MATERIAL PROVIDED:

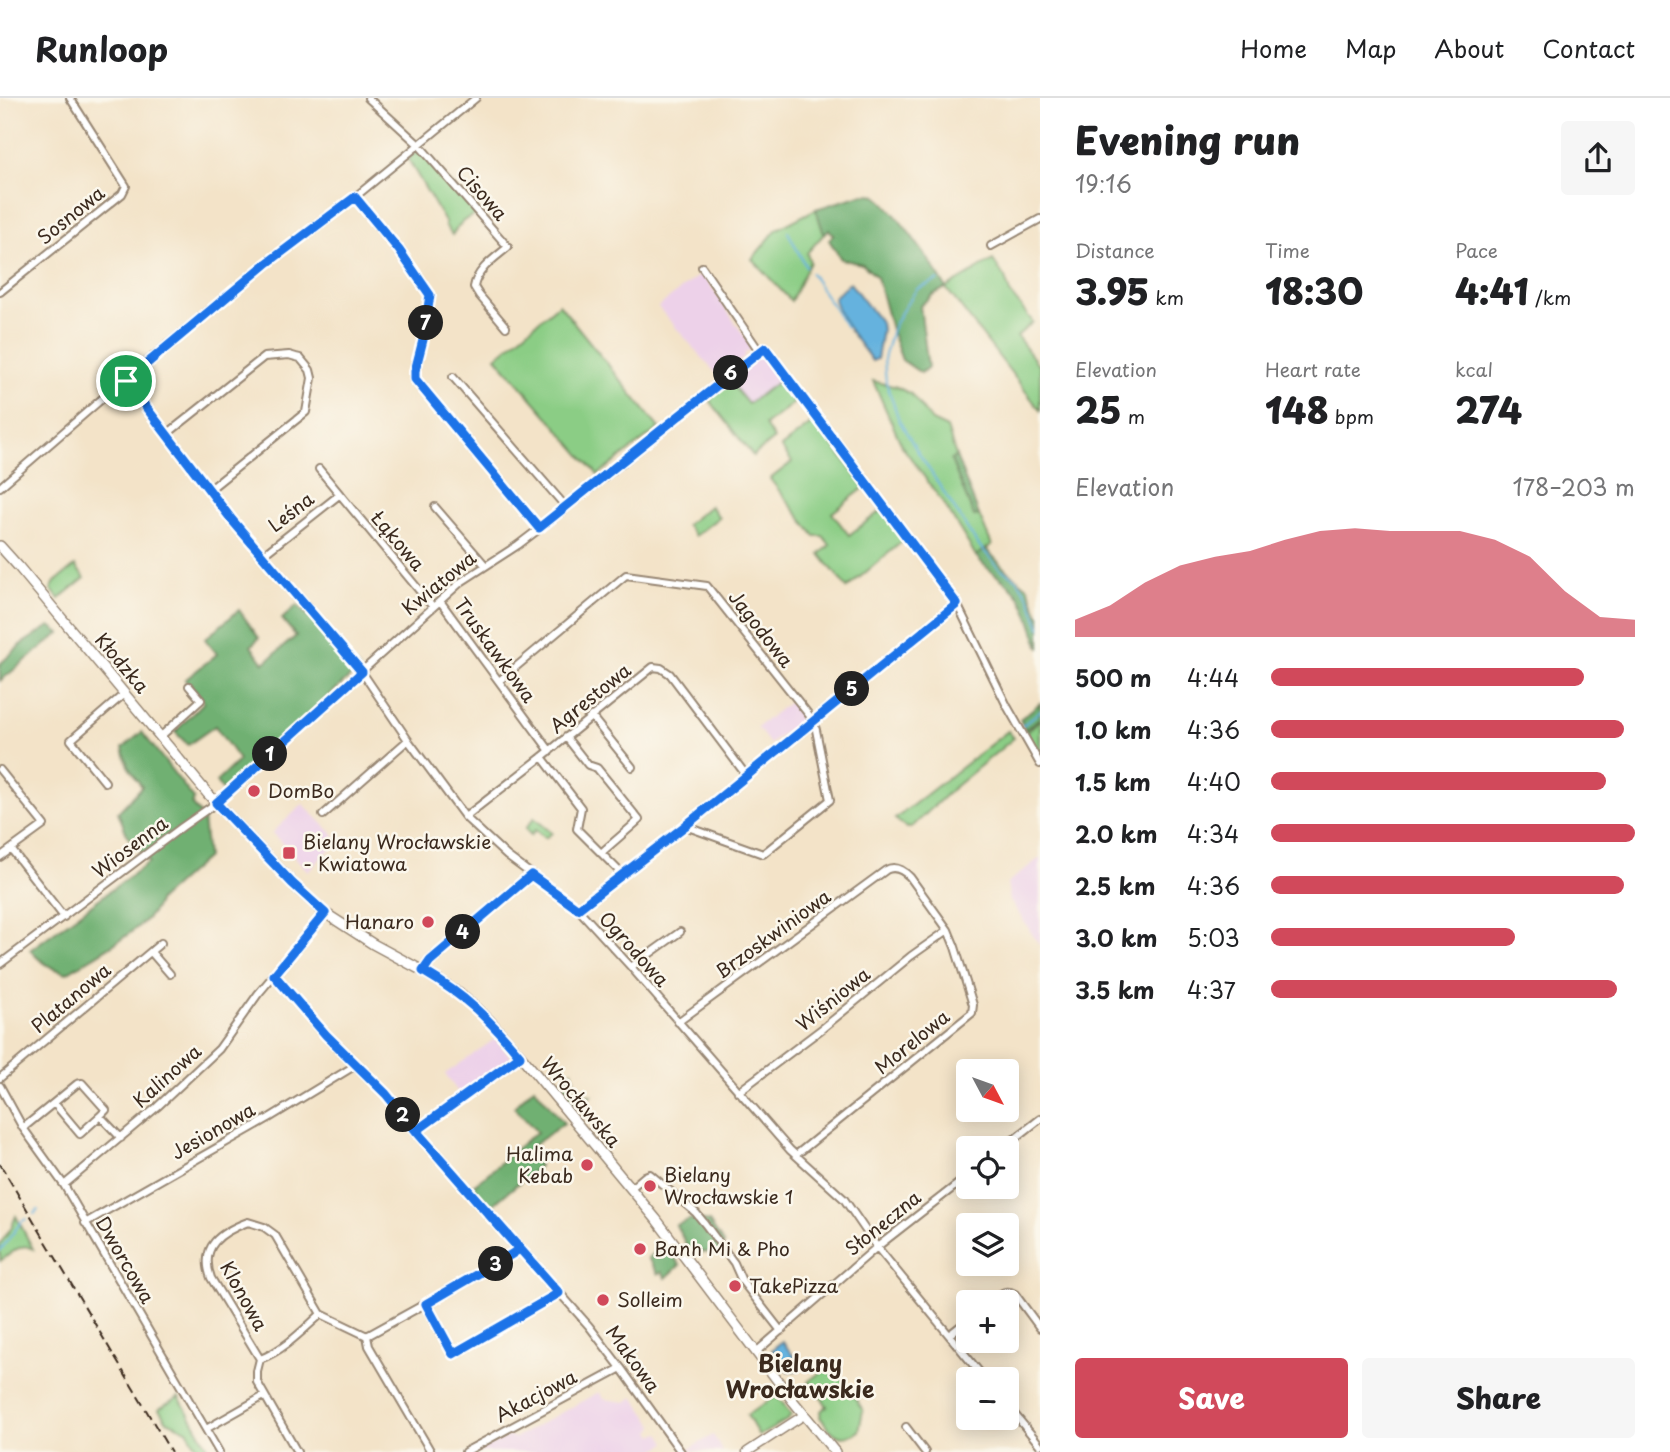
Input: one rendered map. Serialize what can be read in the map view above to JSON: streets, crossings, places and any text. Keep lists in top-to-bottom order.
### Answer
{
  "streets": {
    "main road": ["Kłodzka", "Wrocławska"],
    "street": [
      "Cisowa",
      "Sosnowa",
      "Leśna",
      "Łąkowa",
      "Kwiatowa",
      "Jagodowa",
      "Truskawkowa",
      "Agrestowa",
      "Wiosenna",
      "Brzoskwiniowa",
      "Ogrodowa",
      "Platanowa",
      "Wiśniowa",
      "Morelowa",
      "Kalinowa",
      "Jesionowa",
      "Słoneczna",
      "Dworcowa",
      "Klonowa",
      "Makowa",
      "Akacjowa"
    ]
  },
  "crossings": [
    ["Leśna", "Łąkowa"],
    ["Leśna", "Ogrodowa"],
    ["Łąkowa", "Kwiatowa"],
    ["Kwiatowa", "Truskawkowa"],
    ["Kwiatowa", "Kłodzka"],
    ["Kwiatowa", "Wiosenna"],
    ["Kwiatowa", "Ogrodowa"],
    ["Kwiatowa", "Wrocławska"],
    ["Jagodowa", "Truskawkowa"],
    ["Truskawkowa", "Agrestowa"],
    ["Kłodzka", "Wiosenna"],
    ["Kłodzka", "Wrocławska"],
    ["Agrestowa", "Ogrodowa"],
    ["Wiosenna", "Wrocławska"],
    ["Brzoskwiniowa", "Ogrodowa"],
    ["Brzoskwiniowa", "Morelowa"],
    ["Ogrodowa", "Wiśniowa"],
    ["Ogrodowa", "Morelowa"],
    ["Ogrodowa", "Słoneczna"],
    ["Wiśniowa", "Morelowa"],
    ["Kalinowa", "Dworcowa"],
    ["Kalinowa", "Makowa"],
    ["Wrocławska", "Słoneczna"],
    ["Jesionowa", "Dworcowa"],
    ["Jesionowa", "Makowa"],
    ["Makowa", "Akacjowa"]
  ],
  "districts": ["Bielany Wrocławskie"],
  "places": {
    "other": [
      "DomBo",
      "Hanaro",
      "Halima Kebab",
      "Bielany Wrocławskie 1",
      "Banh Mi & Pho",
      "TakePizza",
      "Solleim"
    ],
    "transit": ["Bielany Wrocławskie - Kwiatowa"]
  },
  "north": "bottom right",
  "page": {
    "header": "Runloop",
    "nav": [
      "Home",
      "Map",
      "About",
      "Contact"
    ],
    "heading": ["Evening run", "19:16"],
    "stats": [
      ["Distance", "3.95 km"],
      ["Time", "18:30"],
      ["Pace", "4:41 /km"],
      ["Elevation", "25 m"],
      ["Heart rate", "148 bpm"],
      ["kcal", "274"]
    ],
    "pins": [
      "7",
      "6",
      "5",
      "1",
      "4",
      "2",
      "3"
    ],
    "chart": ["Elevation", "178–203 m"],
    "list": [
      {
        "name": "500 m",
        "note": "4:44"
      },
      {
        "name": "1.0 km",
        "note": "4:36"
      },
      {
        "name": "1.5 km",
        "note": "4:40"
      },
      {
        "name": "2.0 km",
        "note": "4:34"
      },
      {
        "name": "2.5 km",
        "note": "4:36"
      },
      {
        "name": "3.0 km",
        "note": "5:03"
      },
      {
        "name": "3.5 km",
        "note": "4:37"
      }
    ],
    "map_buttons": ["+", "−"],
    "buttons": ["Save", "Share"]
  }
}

...

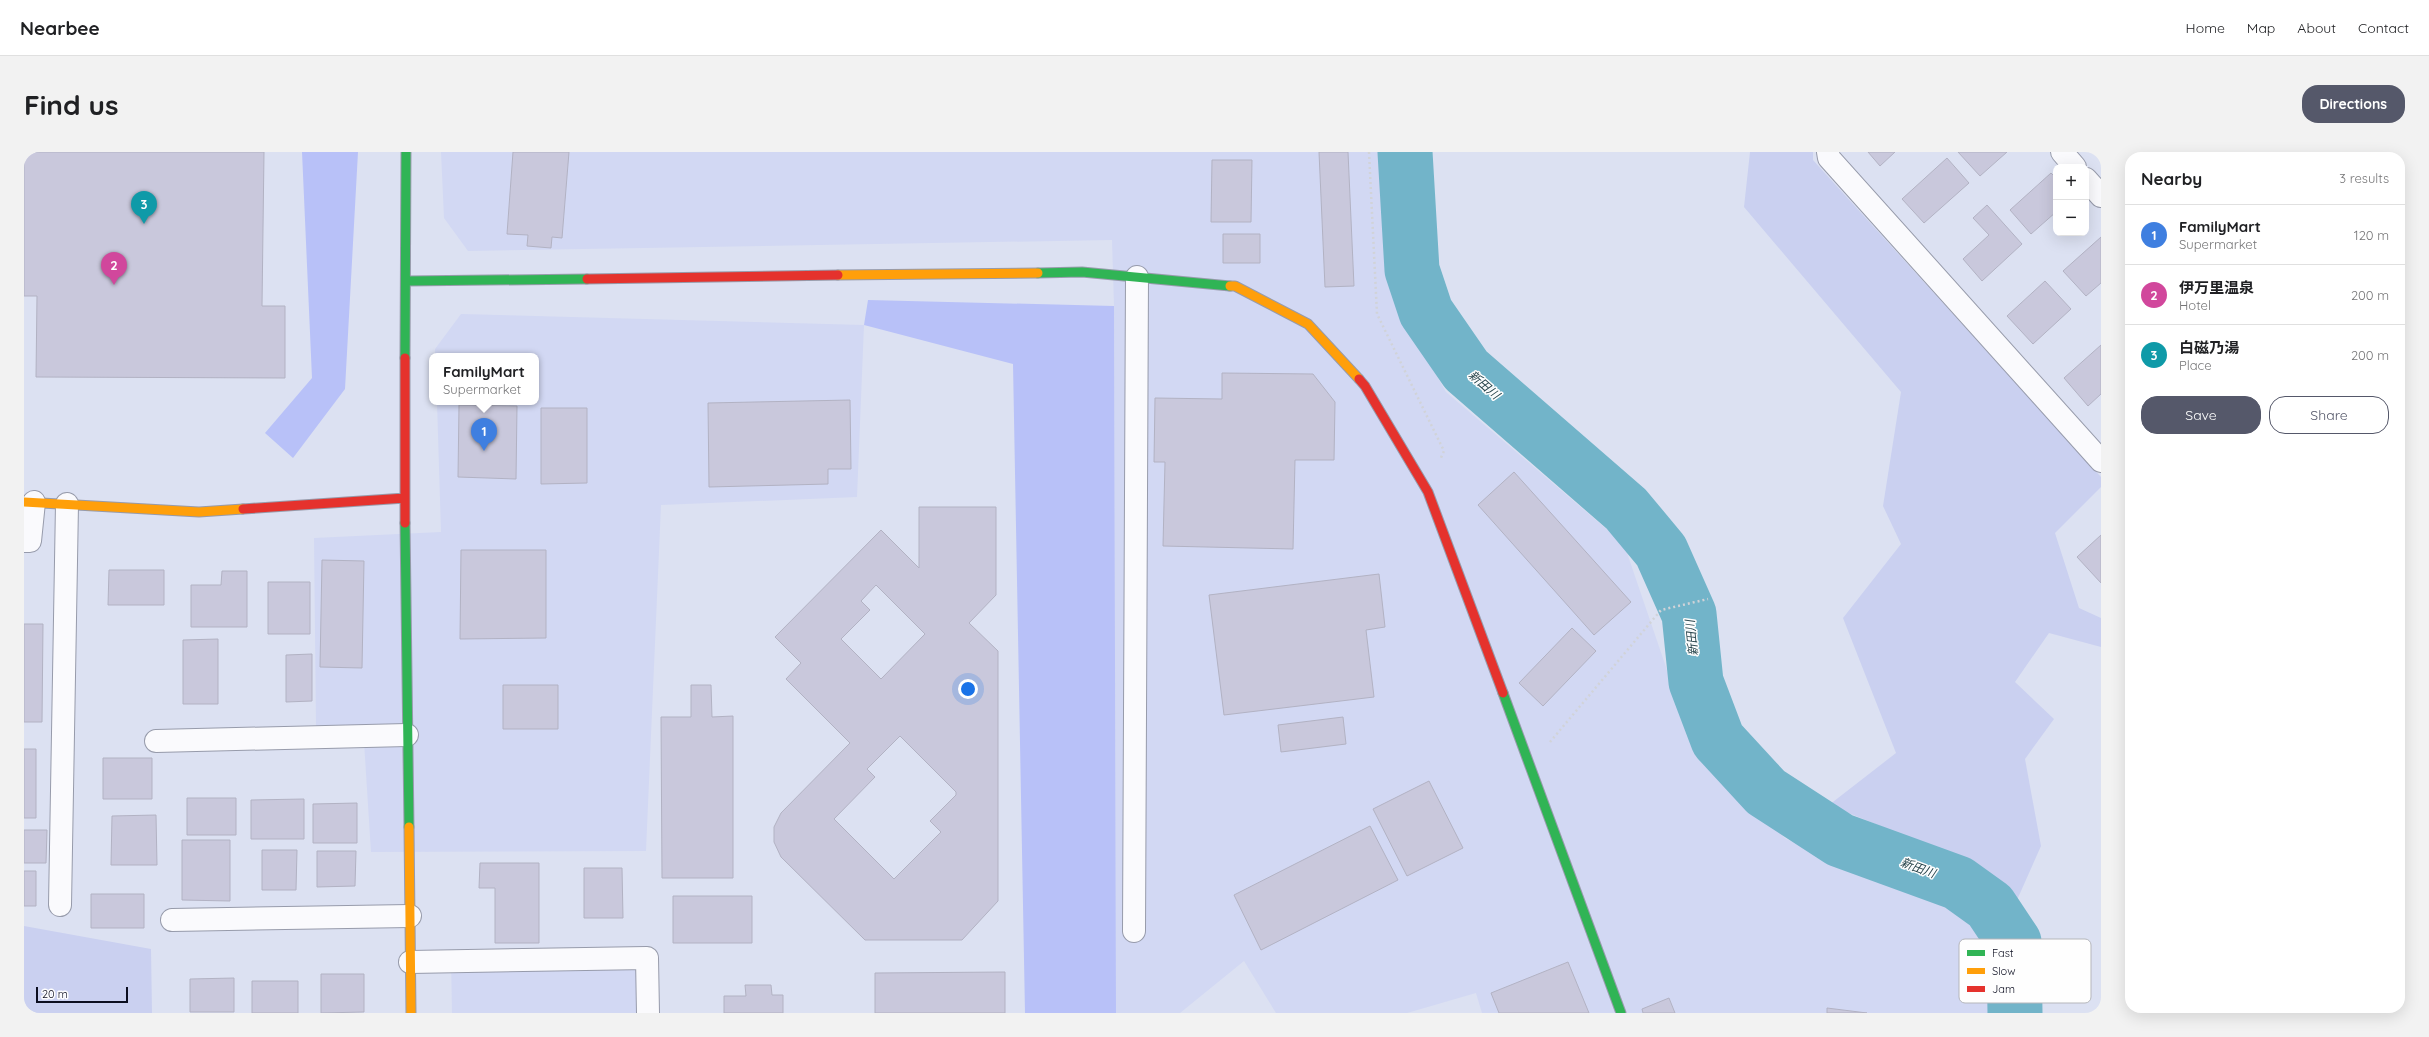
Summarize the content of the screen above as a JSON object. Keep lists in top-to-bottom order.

ABOUT THIS EXERCISE:
Copy each line of the entries in which the string "above" is found.

RESULT FOR THIS EXERCISE:
Input: one rendered map. Serialize what can be read in the map view above to JSON: streets, crossings, places and any text. Keep lists in top-to-bottom order.
Summarize the content of the screen above as a JSON object. Keep lists in top-to-bottom order.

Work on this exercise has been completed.